#### Task to complete:
Lines with the word "route" in them are the ones to copy from the records.

#### Records shown:
»»

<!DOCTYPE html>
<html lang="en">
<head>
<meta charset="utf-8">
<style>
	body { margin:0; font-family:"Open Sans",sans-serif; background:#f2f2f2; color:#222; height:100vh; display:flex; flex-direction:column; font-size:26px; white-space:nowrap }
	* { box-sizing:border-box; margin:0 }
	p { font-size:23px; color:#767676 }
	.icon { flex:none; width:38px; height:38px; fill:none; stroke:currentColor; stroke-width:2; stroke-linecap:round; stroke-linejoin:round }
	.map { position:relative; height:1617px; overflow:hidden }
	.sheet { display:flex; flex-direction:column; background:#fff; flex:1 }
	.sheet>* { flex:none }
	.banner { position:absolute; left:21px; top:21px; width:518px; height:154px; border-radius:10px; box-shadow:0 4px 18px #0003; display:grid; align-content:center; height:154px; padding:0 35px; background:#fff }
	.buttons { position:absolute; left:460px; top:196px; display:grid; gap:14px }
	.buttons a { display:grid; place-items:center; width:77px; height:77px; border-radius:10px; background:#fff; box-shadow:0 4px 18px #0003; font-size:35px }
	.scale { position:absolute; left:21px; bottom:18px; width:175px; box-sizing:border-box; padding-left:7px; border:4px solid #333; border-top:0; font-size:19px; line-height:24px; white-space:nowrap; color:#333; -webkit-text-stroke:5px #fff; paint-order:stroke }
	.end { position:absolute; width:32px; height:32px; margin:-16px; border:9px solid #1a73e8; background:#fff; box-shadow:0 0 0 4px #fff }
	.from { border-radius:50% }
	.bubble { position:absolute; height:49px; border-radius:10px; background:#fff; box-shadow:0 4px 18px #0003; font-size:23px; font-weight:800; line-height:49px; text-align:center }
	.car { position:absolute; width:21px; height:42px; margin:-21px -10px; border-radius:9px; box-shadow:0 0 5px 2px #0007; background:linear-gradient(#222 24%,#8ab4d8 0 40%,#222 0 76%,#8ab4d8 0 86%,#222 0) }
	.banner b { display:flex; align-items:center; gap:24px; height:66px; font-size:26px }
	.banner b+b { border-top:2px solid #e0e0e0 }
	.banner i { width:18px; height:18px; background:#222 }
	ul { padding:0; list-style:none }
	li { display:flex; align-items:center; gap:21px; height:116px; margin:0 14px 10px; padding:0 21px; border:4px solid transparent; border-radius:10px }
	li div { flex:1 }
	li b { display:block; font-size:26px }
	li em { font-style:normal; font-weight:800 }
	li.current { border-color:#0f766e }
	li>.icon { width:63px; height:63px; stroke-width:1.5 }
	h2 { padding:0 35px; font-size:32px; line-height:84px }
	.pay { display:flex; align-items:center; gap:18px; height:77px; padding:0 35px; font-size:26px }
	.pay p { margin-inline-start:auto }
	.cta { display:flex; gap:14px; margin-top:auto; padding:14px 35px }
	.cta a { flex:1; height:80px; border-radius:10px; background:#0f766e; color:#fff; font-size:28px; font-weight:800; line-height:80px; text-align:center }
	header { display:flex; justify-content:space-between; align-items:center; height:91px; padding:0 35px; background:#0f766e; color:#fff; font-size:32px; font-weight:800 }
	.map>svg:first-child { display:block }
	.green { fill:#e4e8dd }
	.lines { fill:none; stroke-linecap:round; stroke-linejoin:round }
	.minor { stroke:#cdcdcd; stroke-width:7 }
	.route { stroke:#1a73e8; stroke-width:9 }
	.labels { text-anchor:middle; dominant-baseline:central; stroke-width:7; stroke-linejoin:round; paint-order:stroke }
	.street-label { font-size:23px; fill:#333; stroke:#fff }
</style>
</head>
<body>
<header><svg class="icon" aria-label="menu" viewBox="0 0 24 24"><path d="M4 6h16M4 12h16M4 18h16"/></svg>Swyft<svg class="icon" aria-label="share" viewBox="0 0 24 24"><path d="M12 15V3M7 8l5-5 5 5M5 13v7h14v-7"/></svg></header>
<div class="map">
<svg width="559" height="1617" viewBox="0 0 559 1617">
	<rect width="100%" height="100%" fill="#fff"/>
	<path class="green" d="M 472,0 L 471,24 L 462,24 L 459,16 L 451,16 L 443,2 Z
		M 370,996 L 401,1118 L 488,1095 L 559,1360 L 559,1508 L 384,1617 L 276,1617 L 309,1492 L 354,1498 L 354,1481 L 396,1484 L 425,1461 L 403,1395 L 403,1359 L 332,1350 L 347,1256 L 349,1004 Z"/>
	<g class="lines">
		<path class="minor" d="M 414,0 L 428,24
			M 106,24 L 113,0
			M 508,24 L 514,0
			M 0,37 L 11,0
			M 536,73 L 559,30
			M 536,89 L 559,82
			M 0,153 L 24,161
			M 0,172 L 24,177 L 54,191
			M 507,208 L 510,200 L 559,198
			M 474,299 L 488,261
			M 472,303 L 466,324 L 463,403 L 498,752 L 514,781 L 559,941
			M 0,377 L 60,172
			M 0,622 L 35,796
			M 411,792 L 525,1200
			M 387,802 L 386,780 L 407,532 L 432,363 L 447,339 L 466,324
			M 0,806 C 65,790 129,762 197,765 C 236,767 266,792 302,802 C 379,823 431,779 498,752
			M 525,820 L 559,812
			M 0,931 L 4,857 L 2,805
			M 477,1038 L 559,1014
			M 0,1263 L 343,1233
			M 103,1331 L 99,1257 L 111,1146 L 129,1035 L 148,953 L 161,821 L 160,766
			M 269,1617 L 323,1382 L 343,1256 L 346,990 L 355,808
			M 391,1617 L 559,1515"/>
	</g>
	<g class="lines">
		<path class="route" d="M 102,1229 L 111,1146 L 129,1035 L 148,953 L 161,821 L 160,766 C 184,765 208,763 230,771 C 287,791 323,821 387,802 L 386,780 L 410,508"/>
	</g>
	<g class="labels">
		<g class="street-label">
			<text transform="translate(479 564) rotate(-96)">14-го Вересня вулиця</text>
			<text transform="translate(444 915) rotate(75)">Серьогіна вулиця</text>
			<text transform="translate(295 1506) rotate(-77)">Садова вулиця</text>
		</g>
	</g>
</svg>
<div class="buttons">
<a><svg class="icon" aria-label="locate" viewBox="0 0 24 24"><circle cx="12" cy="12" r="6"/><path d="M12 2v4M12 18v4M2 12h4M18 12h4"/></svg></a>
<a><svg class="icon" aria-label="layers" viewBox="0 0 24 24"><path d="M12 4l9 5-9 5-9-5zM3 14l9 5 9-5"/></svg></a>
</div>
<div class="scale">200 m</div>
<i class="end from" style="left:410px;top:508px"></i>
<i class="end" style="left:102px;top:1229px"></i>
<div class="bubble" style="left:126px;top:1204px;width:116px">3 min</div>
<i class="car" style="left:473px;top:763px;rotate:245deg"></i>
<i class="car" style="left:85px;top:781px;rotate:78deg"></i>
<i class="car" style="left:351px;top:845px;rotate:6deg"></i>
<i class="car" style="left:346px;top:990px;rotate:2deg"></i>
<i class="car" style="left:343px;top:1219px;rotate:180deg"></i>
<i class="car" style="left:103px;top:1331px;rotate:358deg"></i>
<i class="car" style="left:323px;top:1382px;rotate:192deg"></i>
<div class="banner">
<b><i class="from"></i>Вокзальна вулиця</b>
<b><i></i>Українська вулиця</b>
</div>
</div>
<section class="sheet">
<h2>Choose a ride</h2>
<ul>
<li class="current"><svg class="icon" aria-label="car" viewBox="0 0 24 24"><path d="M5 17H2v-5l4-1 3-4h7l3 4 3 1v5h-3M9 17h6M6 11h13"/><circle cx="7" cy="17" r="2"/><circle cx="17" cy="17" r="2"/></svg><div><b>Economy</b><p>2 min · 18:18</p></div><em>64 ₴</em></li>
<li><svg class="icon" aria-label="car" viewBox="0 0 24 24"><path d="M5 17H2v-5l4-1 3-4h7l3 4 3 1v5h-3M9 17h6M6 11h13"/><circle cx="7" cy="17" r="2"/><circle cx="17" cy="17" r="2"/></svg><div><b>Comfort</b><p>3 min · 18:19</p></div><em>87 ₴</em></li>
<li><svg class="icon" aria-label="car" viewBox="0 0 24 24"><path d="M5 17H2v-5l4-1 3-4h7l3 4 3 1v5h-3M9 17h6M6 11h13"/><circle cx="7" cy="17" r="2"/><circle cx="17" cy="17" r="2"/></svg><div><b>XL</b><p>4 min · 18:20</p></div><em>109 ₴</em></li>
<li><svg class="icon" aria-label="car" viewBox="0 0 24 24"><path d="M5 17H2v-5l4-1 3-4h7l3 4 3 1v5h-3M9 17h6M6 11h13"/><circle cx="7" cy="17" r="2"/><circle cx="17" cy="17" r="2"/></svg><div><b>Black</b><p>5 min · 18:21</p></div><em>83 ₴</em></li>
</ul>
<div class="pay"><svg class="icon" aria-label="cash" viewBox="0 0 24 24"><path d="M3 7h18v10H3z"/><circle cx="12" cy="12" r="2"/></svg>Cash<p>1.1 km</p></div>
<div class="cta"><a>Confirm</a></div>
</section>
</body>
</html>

««

#### Expected answer:
	.route { stroke:#1a73e8; stroke-width:9 }
		<path class="route" d="M 102,1229 L 111,1146 L 129,1035 L 148,953 L 161,821 L 160,766 C 184,765 208,763 230,771 C 287,791 323,821 387,802 L 386,780 L 410,508"/>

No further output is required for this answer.